Il Front Man, in cerca di redenzione, assicura un futuro ai figli di 456 e 222, ma la sua figura resta ambigua. La presenza della Reclutatrice a Los Angeles suggerisce che la distruzione dell’isola non ha segnato la fine dei giochi. Ce ne saranno altri. Forse in America. Forse ovunque.
Squid Game si chiude, dunque, con una serie di micro-consolazioni: la figlia di Gi-hun è salva e con un’eredità; No-eul è libera di cercare sua figlia; Jun-ho ha smantellato una parte della rete criminale. Ma restano dubbi e incongruenze: com’è possibile che centinaia di persone scompaiano ogni anno senza sollevare l’allarme delle autorità? Come hanno fatto gli organizzatori e i loro ospiti Vip a sfuggire alla Guardia Costiera?
Il senso ultimo, forse, è proprio questo: in un mondo profondamente ingiusto, anche i tentativi di giustizia sembrano gesti disperati. La speranza, se esiste, è tutta nei figli. Ma per ora, il gioco non è finito.

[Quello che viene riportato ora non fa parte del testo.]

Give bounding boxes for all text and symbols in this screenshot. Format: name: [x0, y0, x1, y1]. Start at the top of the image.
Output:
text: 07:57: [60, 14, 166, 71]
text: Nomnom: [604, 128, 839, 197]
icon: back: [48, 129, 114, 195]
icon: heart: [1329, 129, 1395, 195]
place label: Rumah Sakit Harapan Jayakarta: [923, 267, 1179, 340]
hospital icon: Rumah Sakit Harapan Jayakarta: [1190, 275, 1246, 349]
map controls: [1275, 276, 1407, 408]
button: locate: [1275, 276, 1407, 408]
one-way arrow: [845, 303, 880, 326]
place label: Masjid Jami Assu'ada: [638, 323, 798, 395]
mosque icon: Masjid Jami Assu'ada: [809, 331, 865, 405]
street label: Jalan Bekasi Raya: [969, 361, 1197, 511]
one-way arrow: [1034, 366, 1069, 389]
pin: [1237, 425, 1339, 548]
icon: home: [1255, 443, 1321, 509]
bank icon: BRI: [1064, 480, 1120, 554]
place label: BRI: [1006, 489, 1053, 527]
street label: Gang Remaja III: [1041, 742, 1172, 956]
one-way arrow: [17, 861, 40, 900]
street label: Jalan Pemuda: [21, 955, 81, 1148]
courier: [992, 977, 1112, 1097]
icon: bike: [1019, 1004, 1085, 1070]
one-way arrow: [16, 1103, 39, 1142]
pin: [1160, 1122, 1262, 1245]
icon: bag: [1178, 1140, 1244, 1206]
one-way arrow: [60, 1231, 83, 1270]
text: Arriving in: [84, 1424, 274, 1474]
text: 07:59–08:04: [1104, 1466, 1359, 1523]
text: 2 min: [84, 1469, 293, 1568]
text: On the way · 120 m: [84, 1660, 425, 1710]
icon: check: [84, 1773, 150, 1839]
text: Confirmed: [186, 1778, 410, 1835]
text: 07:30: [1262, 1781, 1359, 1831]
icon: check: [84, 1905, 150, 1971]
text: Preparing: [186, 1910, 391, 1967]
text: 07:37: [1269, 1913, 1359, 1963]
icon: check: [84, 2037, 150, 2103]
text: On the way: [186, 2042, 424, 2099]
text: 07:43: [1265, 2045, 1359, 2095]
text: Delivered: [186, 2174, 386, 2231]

Squid Game Usa, tutto quello che sappiamo
L’apparizione di Cate Blanchett nel finale ha acceso l’immaginazione dei fan: la saga si sta forse spostando verso un remake americano? Le voci su un possibile Squid Game USA firmato David Fincher circolano da mesi, anche se lo stesso Hwang ha negato collegamenti diretti: “Non ha nessun collegamento”.
Ma in passato aveva anche detto: “Non so se sia ufficiale ma apprezzo Fincher e nel caso sarò curioso di vedere la sua versione. Sono felice se altri vogliono espandere il mio universo che però rimane mio”.
L’ipotesi di un’espansione americana è affascinante, soprattutto considerando che Squid Game, pur raccontando tensioni specificamente coreane su debito e classe sociale, tocca nervi scoperti comuni a molte società occidentali, prima fra tutte gli Stati Uniti. Come suggerisce lo stesso Hwang, la disuguaglianza economica non è solo coreana, ma “endemica” e globale.
Un’altra possibilità, invece, è che la saga prosegua in Corea ma con un focus diverso: non più i partecipanti, ma gli organizzatori. Un punto di vista più spietato, più politico. E forse più disturbante.